Trifectacheckup_junkcharts_imageThe key to fixing this chart is to tighten the bond between the message and the visual. This means working that green link between the Q and V corners.

This much became clear after reading the article. The following paragraphs are central to the research (bolding is mine):

Responses indicated the majority of school counselors recalled experiences of studying statistics in college that they described with words associated with more unpleasant affect (i.e., alarm, anger, distress, fear, misery, gloom, depression, sadness, and tiredness; n = 93; 66%). By contrast, a majority of counselors reported same-day (i.e., current) emotions that appeared to be associated with more pleasant affect (i.e., pleasure, happiness, excitement, astonishment, sleepiness, satisfaction, and calm; n = 123; 88%).

Both recalled emotive experiences and current emotional states appeared approximately balanced on dimensions of arousal: recalled experiences associated with lower arousal (i.e., pleasure, misery, gloom, depression, sadness, tiredness, sleepiness, satisfaction, and calm, n = 65, 46%); recalled experiences associated with higher arousal (i.e., happiness, excitement, astonishment, alarm, anger, distress, fear, n = 70, 50%); current emotions associated with lower arousal (n = 60, 43%); current experiences associated with higher arousal (i.e., n = 79, 56%).

These paragraphs convey two crucial pieces of information: the structure of the analysis, and its insights.

The two survey questions measure two states of experiences, described as current versus recalled.

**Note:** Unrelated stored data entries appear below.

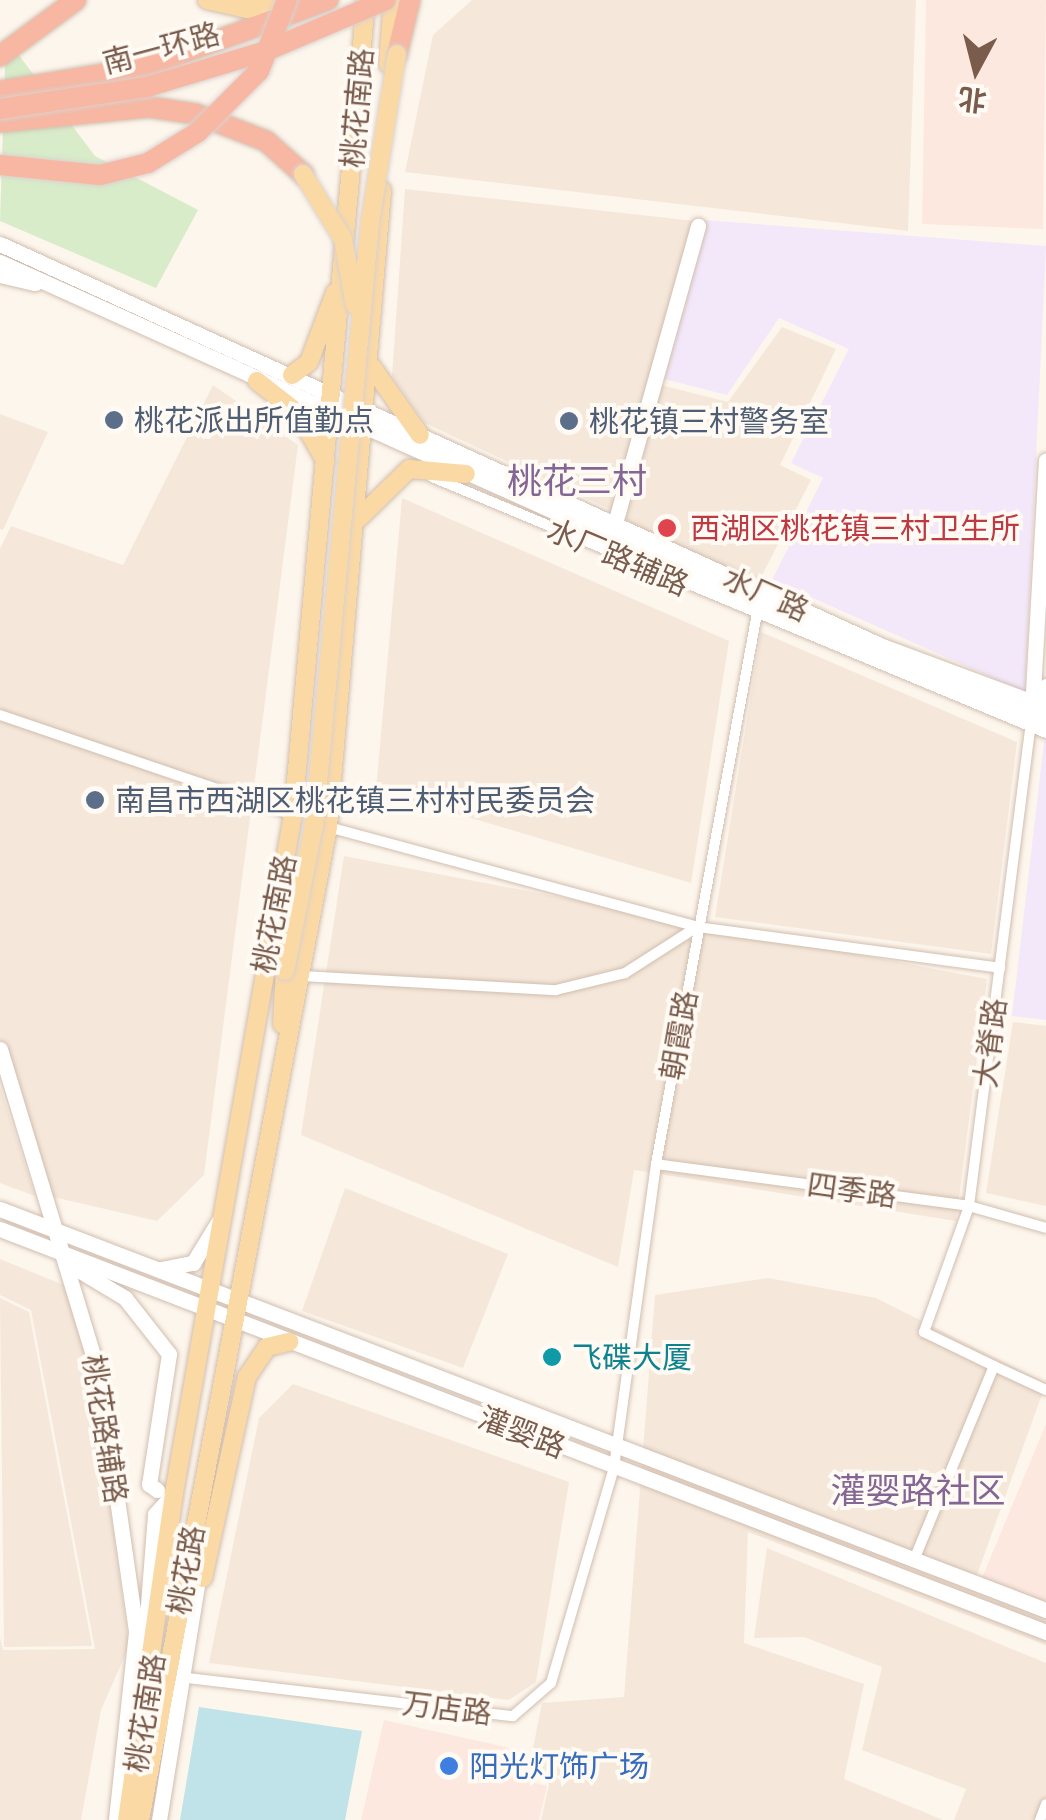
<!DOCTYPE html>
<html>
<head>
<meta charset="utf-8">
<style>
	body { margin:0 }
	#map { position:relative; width:1046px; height:1820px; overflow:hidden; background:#fdf6ec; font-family:"Public Sans","Noto Sans SC",sans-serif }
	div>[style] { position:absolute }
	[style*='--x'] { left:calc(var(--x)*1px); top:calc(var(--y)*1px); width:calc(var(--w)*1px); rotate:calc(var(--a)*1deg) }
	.residential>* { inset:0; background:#f5e8da }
	.commercial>* { inset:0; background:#fde8e0 }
	.education>* { inset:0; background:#f3e8fa }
	.green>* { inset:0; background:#d8ecc9 }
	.water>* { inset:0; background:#bfe3e8 }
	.roads { filter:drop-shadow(0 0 2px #d1beb0) drop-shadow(0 0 2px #d1beb0) }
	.street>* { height:10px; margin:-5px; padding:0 5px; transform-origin:5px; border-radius:5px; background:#fff }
	.secondary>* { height:15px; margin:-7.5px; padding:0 7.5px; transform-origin:7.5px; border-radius:7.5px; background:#fff }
	.primary>* { height:18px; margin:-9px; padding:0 9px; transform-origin:9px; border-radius:9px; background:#fbd9a5 }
	.highway>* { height:20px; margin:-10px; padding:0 10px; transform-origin:10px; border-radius:10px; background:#f7b7a3 }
	.bridges { filter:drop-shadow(0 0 2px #dad1cd) drop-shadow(0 0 2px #dad1cd) }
	.primary-bridge>* { height:18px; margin:-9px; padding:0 9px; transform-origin:9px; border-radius:9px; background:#fbd9a5 }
	.highway-bridge>* { height:20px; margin:-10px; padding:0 10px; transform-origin:10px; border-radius:10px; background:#f7b7a3 }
	.dots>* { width:28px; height:28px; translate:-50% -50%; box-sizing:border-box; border:5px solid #fffaf3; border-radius:50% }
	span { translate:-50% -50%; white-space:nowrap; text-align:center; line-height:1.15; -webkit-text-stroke:8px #fffaf3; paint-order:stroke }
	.street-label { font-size:30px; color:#7a5c4d }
	.service-label { font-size:30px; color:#4e5e75 }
	.left { translate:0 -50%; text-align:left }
	.health-label { font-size:30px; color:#be3a42 }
	.culture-label { font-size:30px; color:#0d838f }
	.shop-label { font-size:30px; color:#366cbe }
	.quarter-label { font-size:35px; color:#846695 }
	.north { position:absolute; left:926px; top:20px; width:100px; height:100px; -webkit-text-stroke:8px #fffaf3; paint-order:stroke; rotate:187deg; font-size:28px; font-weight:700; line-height:40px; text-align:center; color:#7a5c4d }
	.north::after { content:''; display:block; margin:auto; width:35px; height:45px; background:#7a5c4d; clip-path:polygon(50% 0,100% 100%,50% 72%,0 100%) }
</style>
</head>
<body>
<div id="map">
	<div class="residential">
		<i style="clip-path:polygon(472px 0,916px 0,908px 231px,405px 172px,433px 35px)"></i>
		<i style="clip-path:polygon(405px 189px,695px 221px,611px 510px,425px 423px,392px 376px)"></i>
		<i style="clip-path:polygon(782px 327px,836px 349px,780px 465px,811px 480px,758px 583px,625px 525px,653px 383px,728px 402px)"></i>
		<i style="clip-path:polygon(213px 385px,298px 445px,204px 1175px,157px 1221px,49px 1196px,0 1042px,0 549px,11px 526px,123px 565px)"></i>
		<i style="clip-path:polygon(0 414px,48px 432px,3px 530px,0 529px)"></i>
		<i style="clip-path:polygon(402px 498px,729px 641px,691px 883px,376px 790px)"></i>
		<i style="clip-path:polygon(761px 632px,1017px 742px,991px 954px,715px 917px)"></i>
		<i style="clip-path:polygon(344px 856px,987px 979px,956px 1221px,634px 1170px,618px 1267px,301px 1135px)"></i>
		<i style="clip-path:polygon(1013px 1022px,1046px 1026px,1046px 1206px,986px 1193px)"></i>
		<i style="clip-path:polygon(0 1086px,35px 1196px,0 1183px)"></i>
		<i style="clip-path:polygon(345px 1188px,508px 1254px,463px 1368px,302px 1311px)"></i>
		<i style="clip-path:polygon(0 1259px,66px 1286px,92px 1375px,129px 1646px,101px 1710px,81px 1820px,0 1820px,0 1637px,3px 1650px,95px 1649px,31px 1310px,0 1295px)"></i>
		<i style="clip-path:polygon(768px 1278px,876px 1298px,1046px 1383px,973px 1586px,1046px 1615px,1046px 1645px,748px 1532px,744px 1643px,864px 1684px,844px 1779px,943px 1820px,541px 1820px,549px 1785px,531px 1758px,542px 1703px,624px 1697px,655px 1295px)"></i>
		<i style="clip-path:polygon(0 1298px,29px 1312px,92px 1646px,4px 1647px)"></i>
		<i style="clip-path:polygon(293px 1384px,569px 1482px,536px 1682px,509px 1700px,209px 1663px,259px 1418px)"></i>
		<i style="clip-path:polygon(767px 1548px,1046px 1663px,1046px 1820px,954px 1820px,966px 1789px,862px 1750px,882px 1667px,804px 1637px,754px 1638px)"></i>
	</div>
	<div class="commercial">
		<i style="clip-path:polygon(926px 0,1046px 0,1043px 229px,922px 224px)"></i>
		<i style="clip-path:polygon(1046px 1424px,1046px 1602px,982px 1578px)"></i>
		<i style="clip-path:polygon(384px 1720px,528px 1752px,521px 1779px,547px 1786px,539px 1820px,361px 1820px)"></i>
	</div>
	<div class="education">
		<i style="clip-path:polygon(703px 220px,1046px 246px,1025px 692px,772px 580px,823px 478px,791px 463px,849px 349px,779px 318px,727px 395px,660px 378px)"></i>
		<i style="clip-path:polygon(1045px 734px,1046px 735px,1046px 1020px,1012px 1016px)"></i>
	</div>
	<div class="green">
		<i style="clip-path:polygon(6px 38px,95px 156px,198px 210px,156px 288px,0 221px)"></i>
	</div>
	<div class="water">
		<i style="clip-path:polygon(199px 1707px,362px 1731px,345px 1820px,180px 1820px)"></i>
	</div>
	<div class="roads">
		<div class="street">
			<i style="--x:432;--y:477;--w:665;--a:22.63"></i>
			<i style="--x:0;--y:715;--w:310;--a:18.8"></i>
			<i style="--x:328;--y:827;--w:383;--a:15.1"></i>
			<i style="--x:698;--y:927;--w:305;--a:7.7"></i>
			<i style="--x:302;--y:976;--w:254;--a:3.2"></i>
			<i style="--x:556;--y:990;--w:71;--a:-13.8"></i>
			<i style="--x:625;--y:973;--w:85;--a:-32.6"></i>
			<i style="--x:656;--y:1164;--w:316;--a:7.6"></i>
			<i style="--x:969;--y:1206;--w:80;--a:15.9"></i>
			<i style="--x:994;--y:1366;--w:57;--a:24.8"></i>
			<i style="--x:914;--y:1560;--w:210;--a:-67.6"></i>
			<i style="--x:994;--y:1366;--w:78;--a:-154.1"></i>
			<i style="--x:924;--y:1332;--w:134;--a:-70.3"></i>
			<i style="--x:969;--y:1206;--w:493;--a:-82.7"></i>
			<i style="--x:179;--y:1677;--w:336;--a:6.7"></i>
			<i style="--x:513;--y:1716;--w:50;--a:-41"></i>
			<i style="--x:551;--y:1683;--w:225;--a:-73.7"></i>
			<i style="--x:614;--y:1467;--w:306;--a:-82.1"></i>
			<i style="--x:656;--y:1164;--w:571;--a:-79.61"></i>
			<i style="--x:1040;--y:1820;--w:17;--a:-69"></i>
		</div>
		<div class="secondary">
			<i style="--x:0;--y:244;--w:969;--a:24.5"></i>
			<i style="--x:882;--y:646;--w:175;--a:20.4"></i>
			<i style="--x:0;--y:262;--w:964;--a:24.25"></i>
			<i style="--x:879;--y:658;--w:179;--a:21"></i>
			<i style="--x:0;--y:275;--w:36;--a:13"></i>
			<i style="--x:612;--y:534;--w:320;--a:-74.4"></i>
			<i style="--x:1032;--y:710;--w:250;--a:-86.8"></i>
			<i style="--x:1044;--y:712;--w:26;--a:-86"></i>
			<i style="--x:0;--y:1049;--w:340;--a:73.1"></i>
			<i style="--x:99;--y:1374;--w:261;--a:81.8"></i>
			<i style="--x:136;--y:1632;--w:189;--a:96.1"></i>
			<i style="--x:0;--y:1209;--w:1120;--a:20.98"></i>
			<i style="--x:0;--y:1229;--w:1121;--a:21.07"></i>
			<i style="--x:72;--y:1266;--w:62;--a:31.1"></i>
			<i style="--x:125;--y:1298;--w:71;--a:51.8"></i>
			<i style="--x:169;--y:1354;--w:132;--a:98.7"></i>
			<i style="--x:149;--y:1484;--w:10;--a:37"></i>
			<i style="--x:161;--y:1269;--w:33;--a:-11"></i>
			<i style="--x:193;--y:1263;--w:48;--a:-58.6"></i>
			<i style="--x:145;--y:1642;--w:128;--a:-85.5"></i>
			<i style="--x:155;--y:1514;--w:28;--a:-48"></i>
			<i style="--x:159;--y:1820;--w:255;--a:-80.8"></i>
		</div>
		<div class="primary">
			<i style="--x:207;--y:0;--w:41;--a:12.7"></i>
			<i style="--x:247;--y:9;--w:46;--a:-6.2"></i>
			<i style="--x:388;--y:64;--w:64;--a:-85.5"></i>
			<i style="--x:372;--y:367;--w:83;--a:54.8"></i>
			<i style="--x:292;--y:375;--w:21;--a:-37"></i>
			<i style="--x:309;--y:362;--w:74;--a:-69.4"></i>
			<i style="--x:257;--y:381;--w:52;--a:38"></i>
			<i style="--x:298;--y:413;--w:56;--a:60.3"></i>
			<i style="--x:359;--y:518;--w:70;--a:-44.4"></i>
			<i style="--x:409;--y:469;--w:57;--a:5"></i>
			<i style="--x:282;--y:1024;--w:53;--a:-86.8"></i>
			<i style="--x:203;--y:1578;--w:206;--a:-77.7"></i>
			<i style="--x:247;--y:1377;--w:36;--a:-56"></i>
			<i style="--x:267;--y:1347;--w:23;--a:-13"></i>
			<i style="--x:127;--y:1820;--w:330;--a:-81.8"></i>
			<i style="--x:174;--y:1493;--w:688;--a:-80.05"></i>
			<i style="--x:293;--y:815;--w:818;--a:-84.88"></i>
			<i style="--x:140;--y:1820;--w:1011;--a:-79.28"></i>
			<i style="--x:328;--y:827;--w:639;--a:-85.15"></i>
		</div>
		<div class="highway">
			<i style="--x:397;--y:54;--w:56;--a:-76.5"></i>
			<i style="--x:0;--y:56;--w:94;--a:-36.4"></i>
			<i style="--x:0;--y:91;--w:147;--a:-9.4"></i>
			<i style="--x:145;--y:67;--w:195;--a:-20.1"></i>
			<i style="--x:0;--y:122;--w:150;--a:-5.7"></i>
			<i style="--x:149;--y:107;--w:48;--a:8.5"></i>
			<i style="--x:196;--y:114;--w:75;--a:21.1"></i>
			<i style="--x:266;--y:141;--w:50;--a:41.7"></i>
		</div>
	</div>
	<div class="bridges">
		<div class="primary-bridge">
			<i style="--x:303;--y:174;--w:76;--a:58.4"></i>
			<i style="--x:343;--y:239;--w:67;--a:79.7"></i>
			<i style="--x:285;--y:971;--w:149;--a:-78.8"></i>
			<i style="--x:314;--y:825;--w:606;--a:-84.69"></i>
			<i style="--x:370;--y:222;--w:170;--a:-80.9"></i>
		</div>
		<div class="highway-bridge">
			<i style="--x:0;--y:109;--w:149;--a:-8.5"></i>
			<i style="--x:147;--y:87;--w:124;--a:-16.8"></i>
			<i style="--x:266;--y:51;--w:130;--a:-23"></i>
			<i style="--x:0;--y:165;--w:100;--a:5.7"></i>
			<i style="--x:100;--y:175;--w:49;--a:-14"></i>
			<i style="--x:148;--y:163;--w:59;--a:-31.8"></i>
			<i style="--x:198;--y:132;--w:86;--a:-45"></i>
			<i style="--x:259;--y:71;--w:76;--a:-68.5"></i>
		</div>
	</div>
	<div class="dots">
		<i style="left:114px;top:420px;background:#5c6f8a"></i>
		<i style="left:569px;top:421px;background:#5c6f8a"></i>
		<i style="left:667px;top:528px;background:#e0444e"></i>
		<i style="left:95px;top:800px;background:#5c6f8a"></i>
		<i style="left:552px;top:1357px;background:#0f9aa8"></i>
		<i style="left:449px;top:1766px;background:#3f7fe0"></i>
	</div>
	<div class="street-label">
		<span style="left:161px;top:48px;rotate:-15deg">南一环路</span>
		<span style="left:357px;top:108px;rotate:-85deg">桃花南路</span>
		<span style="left:618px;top:557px;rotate:23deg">水厂路辅路</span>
		<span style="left:766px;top:594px;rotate:24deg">水厂路</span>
		<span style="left:274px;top:914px;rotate:-79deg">桃花南路</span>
		<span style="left:679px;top:1035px;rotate:-80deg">朝霞路</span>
		<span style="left:990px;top:1043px;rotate:-83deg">大脊路</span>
		<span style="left:852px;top:1190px;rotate:8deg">四季路</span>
		<span style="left:105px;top:1429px;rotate:81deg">桃花路辅路</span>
		<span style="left:522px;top:1432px;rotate:21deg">灌婴路</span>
		<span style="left:186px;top:1570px;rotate:-80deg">桃花路</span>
		<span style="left:447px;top:1708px;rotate:7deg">万店路</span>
		<span style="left:145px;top:1713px;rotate:-81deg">桃花南路</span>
	</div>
	<div class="service-label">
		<span class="left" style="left:134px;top:420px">桃花派出所值勤点</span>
		<span class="left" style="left:589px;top:421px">桃花镇三村警务室</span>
		<span class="left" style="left:115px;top:800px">南昌市西湖区桃花镇三村村民委员会</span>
	</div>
	<div class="health-label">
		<span class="left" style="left:690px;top:528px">西湖区桃花镇三村卫生所</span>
	</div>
	<div class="culture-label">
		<span class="left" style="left:572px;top:1357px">飞碟大厦</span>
	</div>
	<div class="shop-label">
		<span class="left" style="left:469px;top:1766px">阳光灯饰广场</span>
	</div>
	<div class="quarter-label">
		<span style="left:577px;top:481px">桃花三村</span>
		<span style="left:918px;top:1491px">灌婴路社区</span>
	</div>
	<div class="north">北</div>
</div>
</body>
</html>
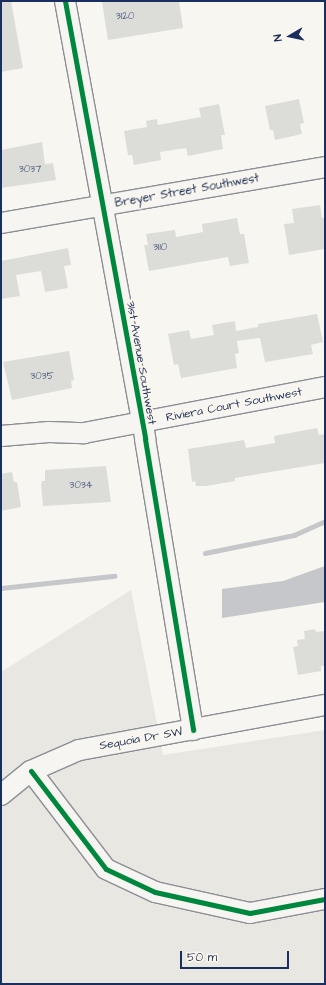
<!DOCTYPE html>
<style>
body{margin:0}
#map{position:relative;width:326px;height:985px;overflow:hidden;background:#f8f6f0;font-family:"Architects Daughter",sans-serif}
div>[style]{position:absolute}
.green>*{inset:0;background:#e8e7e2}
.water>*{inset:0;background:#c5c7cb}
.stream>*{height:4.5px;margin:-2.25px;padding:0 2.25px;transform-origin:2.25px;border-radius:2.25px;background:#c5c7cb}
.building>*{inset:0;background:#dcdcd9}
.roads{filter:drop-shadow(1px 0 #8b8e94) drop-shadow(-1px 0 #8b8e94) drop-shadow(0 1px #8b8e94) drop-shadow(0 -1px #8b8e94)}
.minor>*{height:20px;margin:-10px;padding:0 10px;transform-origin:10px;border-radius:10px;background:#f6f5f1}
.cycleway>*{height:5px;margin:-2.5px;padding:0 2.5px;transform-origin:2.5px;border-radius:2.5px;background:#00873e}
span{translate:-50% -50%;white-space:nowrap;text-align:center;line-height:1.15;-webkit-text-stroke:3.5px #fbf7ec;paint-order:stroke}
.number-label{font-size:10px;color:#4b5a7d}
.number-label span{-webkit-text-stroke-width:0}
.street-label{font-size:12px;color:#1b2f5e}
.frame{position:absolute;inset:0;border:2px solid #1b2f5e;pointer-events:none}
.north{position:absolute;left:270px;top:16px;width:40px;height:40px;-webkit-text-stroke:3px #fbf7ec;paint-order:stroke;rotate:261deg;font-size:11px;font-weight:700;line-height:16px;text-align:center;color:#1b2f5e}
.north::after{content:'';display:block;margin:auto;width:14px;height:18px;background:#1b2f5e;clip-path:polygon(50% 0,100% 100%,50% 72%,0 100%)}
.scale{position:absolute;left:180px;top:951px;width:109px;height:18px;box-sizing:border-box;border:2px solid #1b2f5e;border-top:0;padding-left:5px;font-size:12px;line-height:14px;white-space:nowrap;color:#1b2f5e;-webkit-text-stroke:3px #fbf7ec;paint-order:stroke}
</style>
<div id="map">
<div class="green">
<div style="clip-path:polygon(131px 590px,163px 755px,325px 730px,325px 984px,1px 984px,1px 672px)"></div>
</div>
<div class="water">
<div style="clip-path:polygon(325px 566px,325px 602px,222px 618px,222px 589px,283px 581px)"></div>
</div>
<div class="stream">
<div style="left:205px;top:553px;width:91px;rotate:-11.4deg"></div>
<div style="left:294px;top:535px;width:34px;rotate:-24deg"></div>
<div style="left:1px;top:588px;width:114px;rotate:-6.1deg"></div>
</div>
<div class="building">
<div style="clip-path:polygon(1px 1px,11px 1px,23px 68px,1px 72px)"></div>
<div style="clip-path:polygon(110px 1px,179px 1px,183px 28px,108px 40px,102px 2px)"></div>
<div style="clip-path:polygon(299px 99px,304px 123px,300px 124px,302px 134px,275px 140px,273px 130px,270px 130px,265px 106px)"></div>
<div style="clip-path:polygon(219px 104px,225px 135px,221px 135px,223px 149px,188px 156px,186px 148px,160px 152px,161px 160px,134px 165px,132px 155px,128px 155px,124px 131px,147px 127px,146px 121px,157px 119px,158px 125px,201px 117px,199px 108px)"></div>
<div style="clip-path:polygon(42px 142px,45px 164px,53px 163px,56px 180px,1px 188px,1px 150px)"></div>
<div style="clip-path:polygon(320px 205px,322px 218px,325px 218px,325px 249px,289px 255px,284px 224px,294px 223px,292px 209px)"></div>
<div style="clip-path:polygon(237px 218px,240px 234px,244px 234px,249px 263px,230px 266px,228px 257px,149px 271px,144px 245px,148px 245px,146px 234px,175px 230px,176px 237px,203px 232px,202px 224px)"></div>
<div style="clip-path:polygon(68px 248px,71px 265px,64px 266px,68px 288px,45px 292px,41px 271px,16px 275px,20px 296px,1px 299px,1px 261px)"></div>
<div style="clip-path:polygon(317px 314px,323px 342px,311px 345px,313px 354px,265px 362px,260px 338px,237px 341px,239px 353px,235px 354px,237px 368px,181px 378px,178px 364px,174px 365px,168px 334px,189px 330px,191px 339px,214px 335px,212px 325px,235px 321px,236px 331px,258px 327px,258px 324px)"></div>
<div style="clip-path:polygon(69px 351px,74px 380px,71px 381px,72px 388px,12px 400px,3px 362px)"></div>
<div style="clip-path:polygon(317px 428px,319px 435px,325px 434px,325px 463px,235px 478px,235px 481px,206px 486px,196px 486px,195px 481px,192px 482px,188px 449px,244px 440px,246px 448px,275px 443px,274px 436px)"></div>
<div style="clip-path:polygon(106px 466px,111px 502px,43px 506px,41px 484px,42px 481px,45px 481px,45px 470px)"></div>
<div style="clip-path:polygon(12px 472px,14px 482px,17px 482px,21px 507px,1px 511px,1px 474px)"></div>
<div style="clip-path:polygon(315px 629px,316px 632px,325px 631px,325px 666px,321px 666px,321px 671px,298px 675px,293px 647px,298px 646px,297px 640px,305px 639px,304px 631px)"></div>
</div>
<div class="roads">
<div class="minor">
<div style="left:65px;top:1px;width:445px;rotate:79.6deg"></div>
<div style="left:145px;top:439px;width:295px;rotate:80.6deg"></div>
<div style="left:1px;top:223px;width:329px;rotate:-9.8deg"></div>
<div style="left:1px;top:436px;width:48px;rotate:-4.8deg"></div>
<div style="left:49px;top:432px;width:35px;rotate:2deg"></div>
<div style="left:84px;top:433px;width:245px;rotate:-10.8deg"></div>
<div style="left:31px;top:771px;width:123px;rotate:52.6deg"></div>
<div style="left:106px;top:869px;width:54px;rotate:25.1deg"></div>
<div style="left:155px;top:892px;width:97px;rotate:12.5deg"></div>
<div style="left:250px;top:913px;width:76px;rotate:-10.6deg"></div>
<div style="left:1px;top:795px;width:38px;rotate:-39deg"></div>
<div style="left:31px;top:771px;width:52px;rotate:-23.6deg"></div>
<div style="left:79px;top:750px;width:250px;rotate:-10.4deg"></div>
</div>
</div>
<div class="cycleway">
<div style="left:65px;top:1px;width:445px;rotate:79.6deg"></div>
<div style="left:145px;top:439px;width:295px;rotate:80.6deg"></div>
<div style="left:31px;top:771px;width:123px;rotate:52.6deg"></div>
<div style="left:106px;top:869px;width:54px;rotate:25.1deg"></div>
<div style="left:155px;top:892px;width:97px;rotate:12.5deg"></div>
<div style="left:250px;top:913px;width:76px;rotate:-10.6deg"></div>
</div>
<div class="number-label">
<span style="left:125px;top:17px">3120</span>
<span style="left:30px;top:170px">3037</span>
<span style="left:160px;top:248px">3110</span>
<span style="left:42px;top:377px">3035</span>
<span style="left:81px;top:486px">3034</span>
</div>
<div class="street-label">
<span style="left:187px;top:191px;rotate:-10deg">Breyer Street Southwest</span>
<span style="left:141px;top:363px;rotate:80deg">31st Avenue Southwest</span>
<span style="left:234px;top:405px;rotate:-11deg">Riviera Court Southwest</span>
<span style="left:141px;top:739px;rotate:-10deg">Sequoia Dr SW</span>
</div>
<div class="frame"></div>
<div class="north">N</div>
<div class="scale">50 m</div>
</div>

Then the individual affects (of which there were 16 plus an option of "other") are scored on two dimensions, pleasure and arousal. Each affect maps to high or low pleasure, and separately to high or low arousal.

The research insight is that current experience was noticably higher than recalled experience on the pleasure dimension but both experiences were similar on the arousal dimension.

Any visualization of this research must bring out this insight.

***

Here is an attempt to illustrate those paragraphs:

Redo_junkcharts_amstat_feline

The primary conclusion can be read from the four simple pie charts in the middle of the page. The color scheme shines light on which affects are coded as high or low for each dimension. For example, "distressed" is scored as showing low pleasure and high arousal.

A successful data visualization for this situation has to bring out the conclusion drawn at the aggregated level, while explaining the connection between individual affects and their aggregates.